[Stored data]
# # # # #

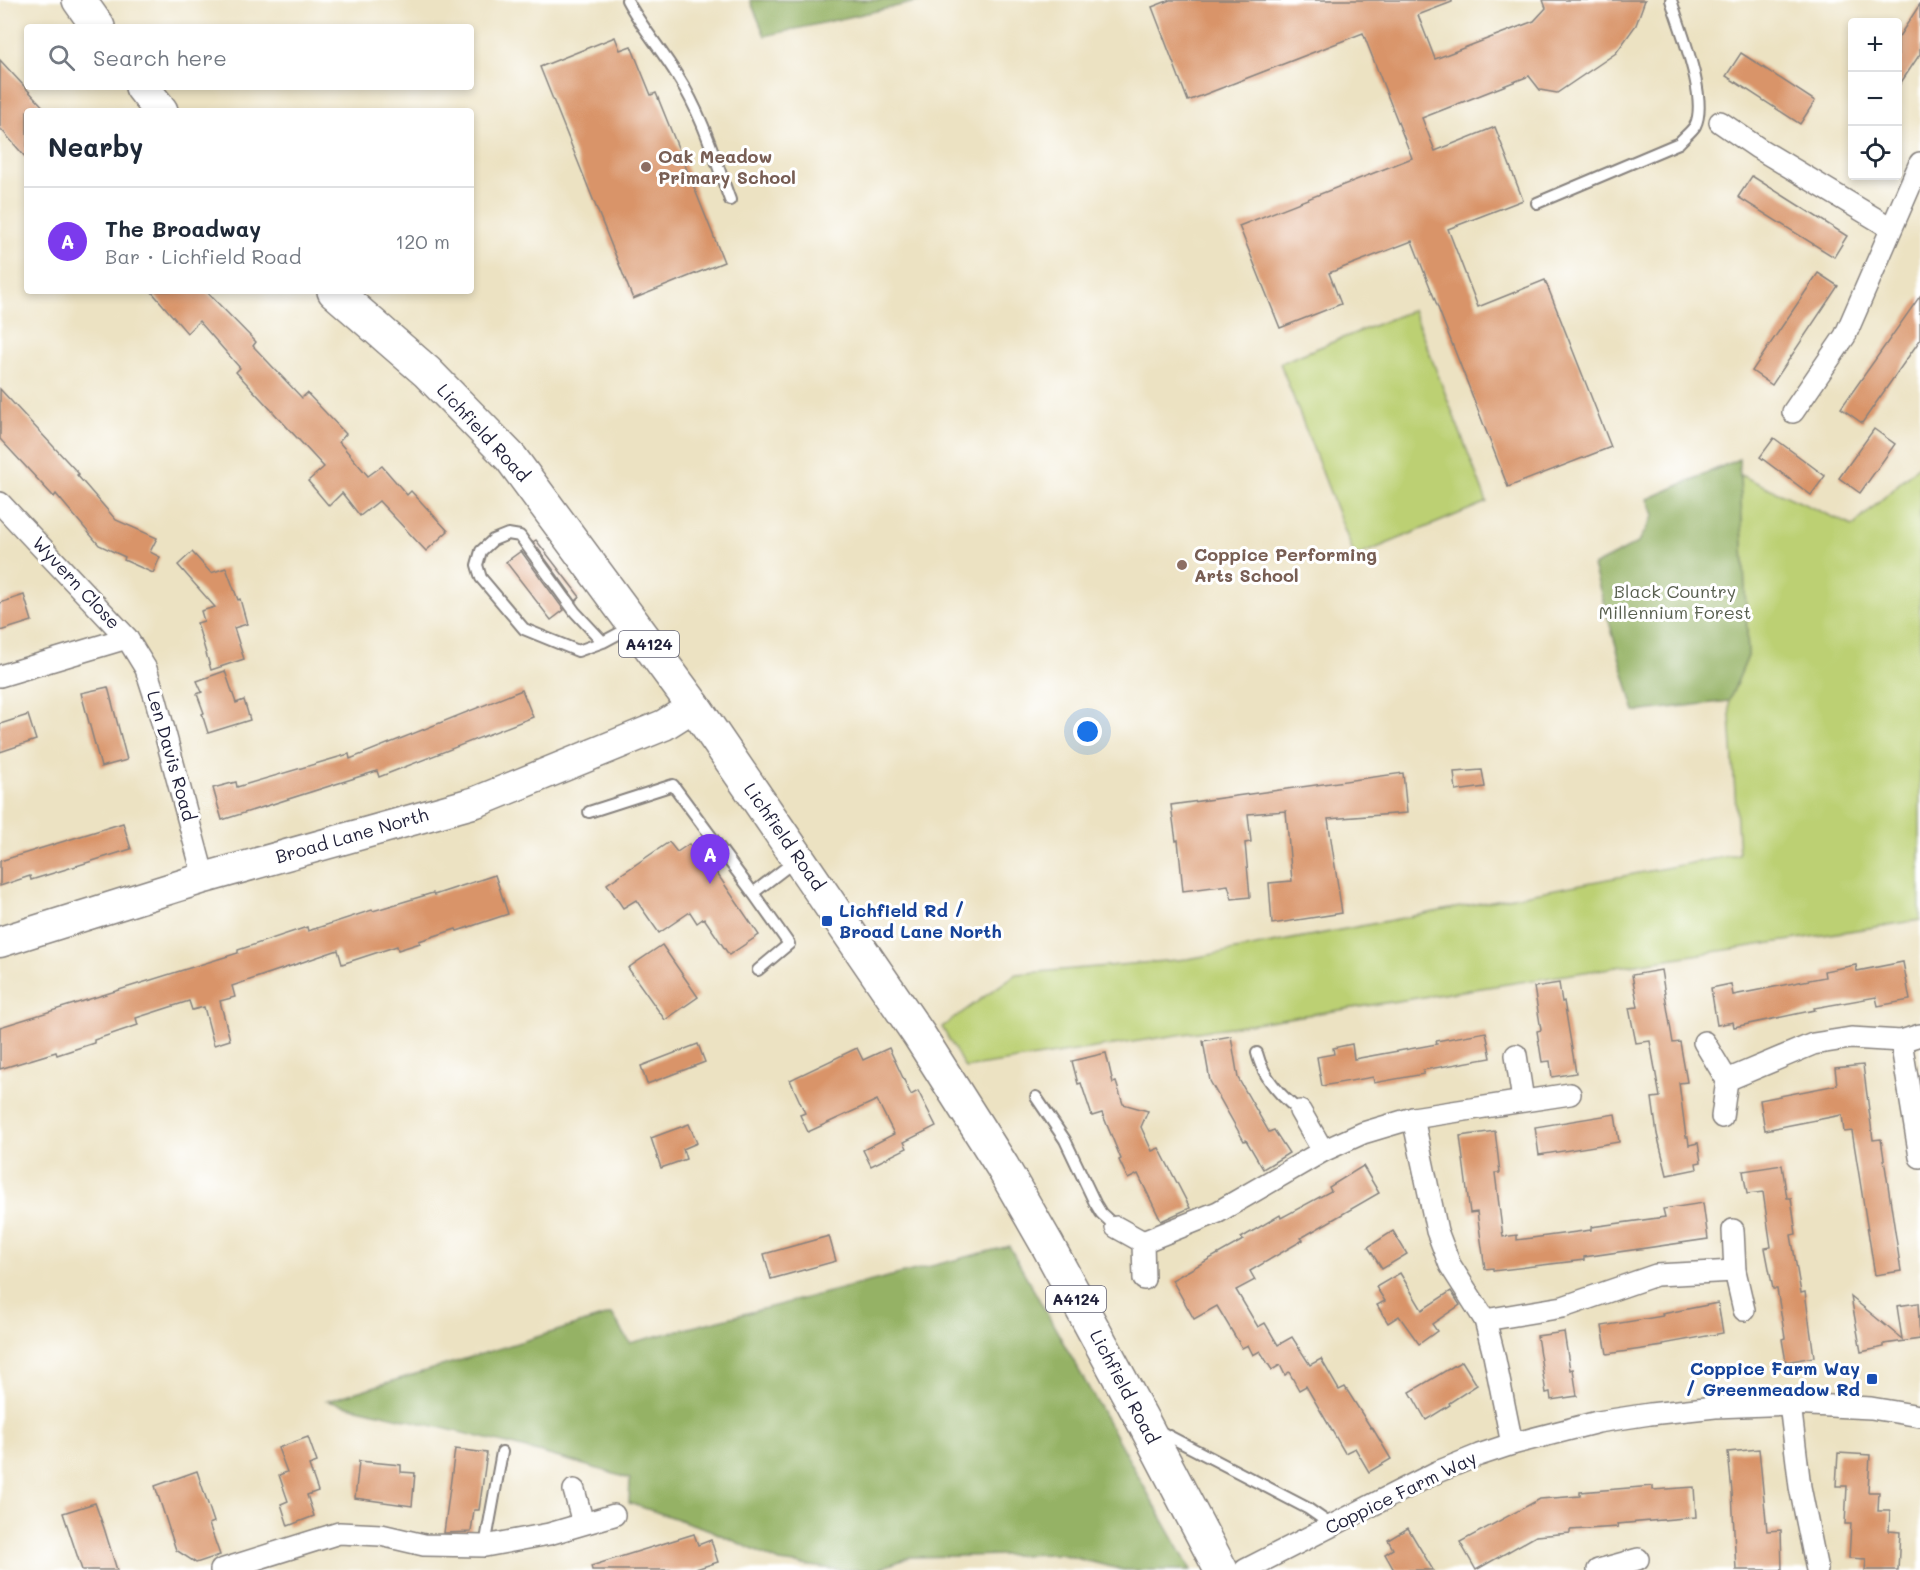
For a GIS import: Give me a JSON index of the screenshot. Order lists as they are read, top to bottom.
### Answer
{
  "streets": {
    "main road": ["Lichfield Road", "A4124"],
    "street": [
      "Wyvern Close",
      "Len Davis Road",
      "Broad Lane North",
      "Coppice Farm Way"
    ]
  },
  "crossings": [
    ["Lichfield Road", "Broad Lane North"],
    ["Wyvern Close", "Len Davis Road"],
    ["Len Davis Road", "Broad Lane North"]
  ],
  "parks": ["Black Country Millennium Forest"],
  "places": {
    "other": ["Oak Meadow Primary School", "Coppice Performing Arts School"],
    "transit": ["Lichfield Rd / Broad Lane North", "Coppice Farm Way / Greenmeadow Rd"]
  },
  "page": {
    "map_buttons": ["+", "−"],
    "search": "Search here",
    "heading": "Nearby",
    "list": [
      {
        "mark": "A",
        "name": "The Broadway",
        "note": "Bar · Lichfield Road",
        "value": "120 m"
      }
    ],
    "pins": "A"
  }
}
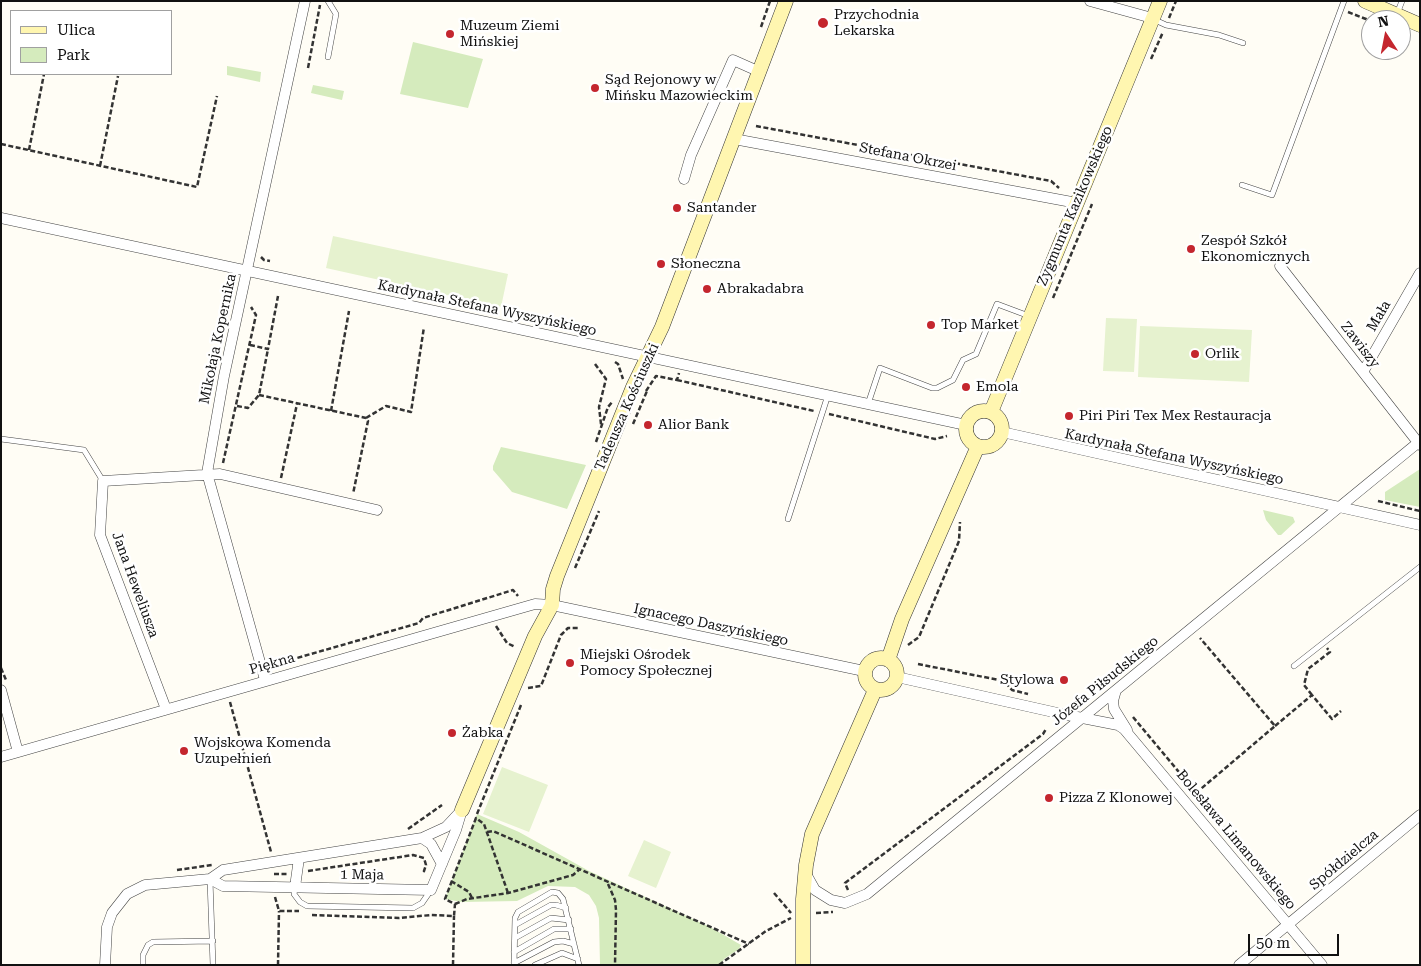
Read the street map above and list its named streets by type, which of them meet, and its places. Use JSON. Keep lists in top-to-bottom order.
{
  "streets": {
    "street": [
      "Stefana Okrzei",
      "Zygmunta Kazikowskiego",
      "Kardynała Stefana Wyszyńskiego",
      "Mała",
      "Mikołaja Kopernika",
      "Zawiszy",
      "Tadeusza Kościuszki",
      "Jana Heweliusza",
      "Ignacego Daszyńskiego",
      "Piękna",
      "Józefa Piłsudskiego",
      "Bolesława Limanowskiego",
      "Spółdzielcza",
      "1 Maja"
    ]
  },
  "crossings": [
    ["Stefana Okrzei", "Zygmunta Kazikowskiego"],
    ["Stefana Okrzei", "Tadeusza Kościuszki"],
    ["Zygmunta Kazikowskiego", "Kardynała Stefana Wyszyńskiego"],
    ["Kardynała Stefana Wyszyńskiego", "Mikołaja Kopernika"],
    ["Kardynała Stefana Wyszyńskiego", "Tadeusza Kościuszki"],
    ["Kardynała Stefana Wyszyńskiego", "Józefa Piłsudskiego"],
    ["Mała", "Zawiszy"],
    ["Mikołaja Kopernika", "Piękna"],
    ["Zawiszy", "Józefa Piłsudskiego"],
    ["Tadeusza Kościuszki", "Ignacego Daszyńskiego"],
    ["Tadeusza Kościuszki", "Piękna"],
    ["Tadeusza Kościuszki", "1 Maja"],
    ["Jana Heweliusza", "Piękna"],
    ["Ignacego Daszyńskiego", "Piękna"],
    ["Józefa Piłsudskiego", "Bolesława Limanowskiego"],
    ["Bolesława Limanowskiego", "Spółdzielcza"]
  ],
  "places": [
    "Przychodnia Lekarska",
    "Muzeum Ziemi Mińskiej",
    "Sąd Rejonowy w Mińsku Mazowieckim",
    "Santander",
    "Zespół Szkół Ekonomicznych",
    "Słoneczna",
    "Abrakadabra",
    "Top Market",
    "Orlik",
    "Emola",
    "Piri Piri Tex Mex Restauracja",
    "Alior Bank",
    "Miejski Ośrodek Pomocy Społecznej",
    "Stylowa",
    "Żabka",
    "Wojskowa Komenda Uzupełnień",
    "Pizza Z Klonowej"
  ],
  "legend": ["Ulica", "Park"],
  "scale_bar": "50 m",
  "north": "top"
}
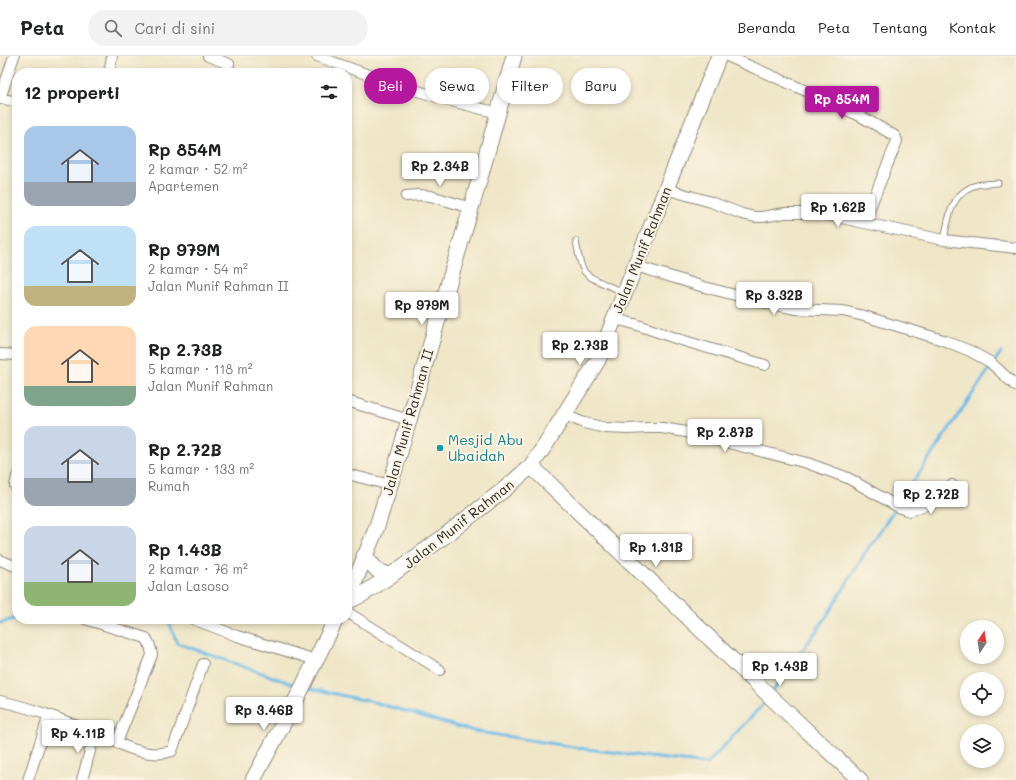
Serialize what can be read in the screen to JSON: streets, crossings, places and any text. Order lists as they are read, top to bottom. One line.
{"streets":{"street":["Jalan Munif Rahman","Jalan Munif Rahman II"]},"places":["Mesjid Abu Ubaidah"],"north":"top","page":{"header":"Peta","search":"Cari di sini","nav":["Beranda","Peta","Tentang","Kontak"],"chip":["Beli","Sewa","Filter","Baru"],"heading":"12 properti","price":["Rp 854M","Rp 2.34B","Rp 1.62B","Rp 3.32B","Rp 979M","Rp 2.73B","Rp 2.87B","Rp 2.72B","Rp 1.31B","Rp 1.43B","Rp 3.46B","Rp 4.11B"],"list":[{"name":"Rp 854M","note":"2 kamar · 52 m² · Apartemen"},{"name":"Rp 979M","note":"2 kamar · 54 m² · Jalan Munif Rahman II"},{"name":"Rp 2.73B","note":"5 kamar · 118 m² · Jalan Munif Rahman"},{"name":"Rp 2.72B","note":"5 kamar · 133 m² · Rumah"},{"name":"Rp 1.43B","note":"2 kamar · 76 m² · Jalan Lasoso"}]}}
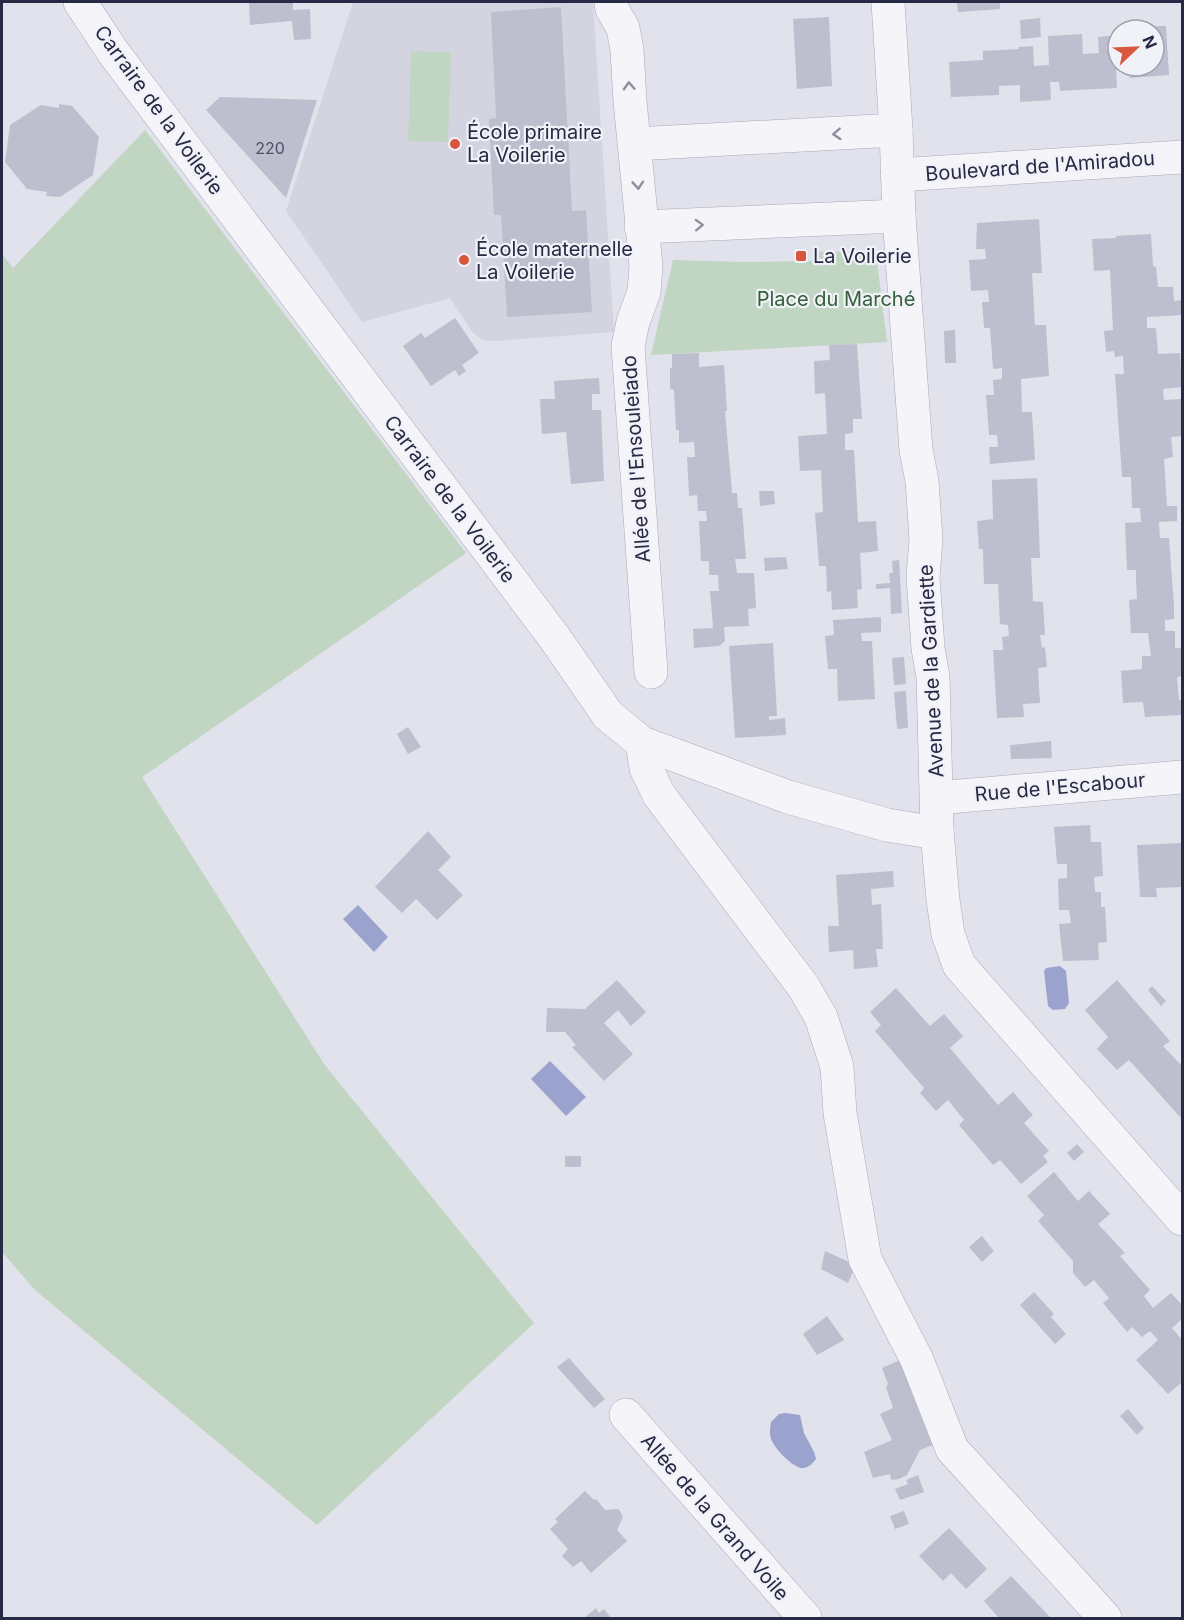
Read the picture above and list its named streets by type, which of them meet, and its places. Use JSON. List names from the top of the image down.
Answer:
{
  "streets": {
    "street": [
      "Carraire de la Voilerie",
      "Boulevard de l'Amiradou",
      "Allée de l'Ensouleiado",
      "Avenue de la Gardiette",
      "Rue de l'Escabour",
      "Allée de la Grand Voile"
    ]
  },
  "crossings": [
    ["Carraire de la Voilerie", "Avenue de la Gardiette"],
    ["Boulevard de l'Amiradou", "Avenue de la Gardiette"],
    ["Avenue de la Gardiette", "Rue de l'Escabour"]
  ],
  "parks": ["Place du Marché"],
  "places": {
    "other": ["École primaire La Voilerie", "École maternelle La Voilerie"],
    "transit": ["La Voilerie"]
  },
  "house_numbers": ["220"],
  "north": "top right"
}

# # # # #

Instructions to follow
Copy every line of the entries above in which "Józefa" occurs.

Completed exercise
      "Józefa Piłsudskiego",
    ["Kardynała Stefana Wyszyńskiego", "Józefa Piłsudskiego"],
    ["Zawiszy", "Józefa Piłsudskiego"],
    ["Józefa Piłsudskiego", "Bolesława Limanowskiego"],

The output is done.